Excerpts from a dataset
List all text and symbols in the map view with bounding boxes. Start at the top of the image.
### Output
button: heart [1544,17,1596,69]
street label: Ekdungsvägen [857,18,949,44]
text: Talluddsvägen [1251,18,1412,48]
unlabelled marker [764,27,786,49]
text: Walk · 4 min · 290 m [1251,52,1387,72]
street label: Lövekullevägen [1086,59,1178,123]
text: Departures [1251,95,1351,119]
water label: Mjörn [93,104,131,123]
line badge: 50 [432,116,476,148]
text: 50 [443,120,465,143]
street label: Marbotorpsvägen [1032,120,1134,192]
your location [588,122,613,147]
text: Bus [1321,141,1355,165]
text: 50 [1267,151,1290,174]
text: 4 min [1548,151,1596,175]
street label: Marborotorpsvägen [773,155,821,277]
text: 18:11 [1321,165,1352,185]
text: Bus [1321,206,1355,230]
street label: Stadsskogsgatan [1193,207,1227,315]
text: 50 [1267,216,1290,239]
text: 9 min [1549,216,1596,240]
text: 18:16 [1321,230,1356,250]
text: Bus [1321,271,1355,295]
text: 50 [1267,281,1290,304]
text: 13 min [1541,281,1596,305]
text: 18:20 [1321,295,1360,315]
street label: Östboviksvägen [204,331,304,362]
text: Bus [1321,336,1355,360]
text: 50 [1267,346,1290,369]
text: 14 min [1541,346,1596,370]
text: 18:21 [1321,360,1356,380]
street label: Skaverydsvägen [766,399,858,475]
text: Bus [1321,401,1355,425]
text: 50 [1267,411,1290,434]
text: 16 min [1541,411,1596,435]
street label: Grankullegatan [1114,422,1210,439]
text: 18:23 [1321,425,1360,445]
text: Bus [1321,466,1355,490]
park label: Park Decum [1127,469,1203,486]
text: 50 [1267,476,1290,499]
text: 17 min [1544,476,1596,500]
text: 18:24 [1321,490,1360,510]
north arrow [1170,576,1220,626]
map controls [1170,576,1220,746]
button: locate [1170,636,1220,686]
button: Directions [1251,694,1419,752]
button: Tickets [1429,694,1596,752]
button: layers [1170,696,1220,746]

→ Work request
Each record must be output word for word.

→ Solution for this problem
List all text and symbols in the map view with bounding boxes. Start at the top of the image.
### Output
button: heart [1544,17,1596,69]
street label: Ekdungsvägen [857,18,949,44]
text: Talluddsvägen [1251,18,1412,48]
unlabelled marker [764,27,786,49]
text: Walk · 4 min · 290 m [1251,52,1387,72]
street label: Lövekullevägen [1086,59,1178,123]
text: Departures [1251,95,1351,119]
water label: Mjörn [93,104,131,123]
line badge: 50 [432,116,476,148]
text: 50 [443,120,465,143]
street label: Marbotorpsvägen [1032,120,1134,192]
your location [588,122,613,147]
text: Bus [1321,141,1355,165]
text: 50 [1267,151,1290,174]
text: 4 min [1548,151,1596,175]
street label: Marborotorpsvägen [773,155,821,277]
text: 18:11 [1321,165,1352,185]
text: Bus [1321,206,1355,230]
street label: Stadsskogsgatan [1193,207,1227,315]
text: 50 [1267,216,1290,239]
text: 9 min [1549,216,1596,240]
text: 18:16 [1321,230,1356,250]
text: Bus [1321,271,1355,295]
text: 50 [1267,281,1290,304]
text: 13 min [1541,281,1596,305]
text: 18:20 [1321,295,1360,315]
street label: Östboviksvägen [204,331,304,362]
text: Bus [1321,336,1355,360]
text: 50 [1267,346,1290,369]
text: 14 min [1541,346,1596,370]
text: 18:21 [1321,360,1356,380]
street label: Skaverydsvägen [766,399,858,475]
text: Bus [1321,401,1355,425]
text: 50 [1267,411,1290,434]
text: 16 min [1541,411,1596,435]
street label: Grankullegatan [1114,422,1210,439]
text: 18:23 [1321,425,1360,445]
text: Bus [1321,466,1355,490]
park label: Park Decum [1127,469,1203,486]
text: 50 [1267,476,1290,499]
text: 17 min [1544,476,1596,500]
text: 18:24 [1321,490,1360,510]
north arrow [1170,576,1220,626]
map controls [1170,576,1220,746]
button: locate [1170,636,1220,686]
button: Directions [1251,694,1419,752]
button: Tickets [1429,694,1596,752]
button: layers [1170,696,1220,746]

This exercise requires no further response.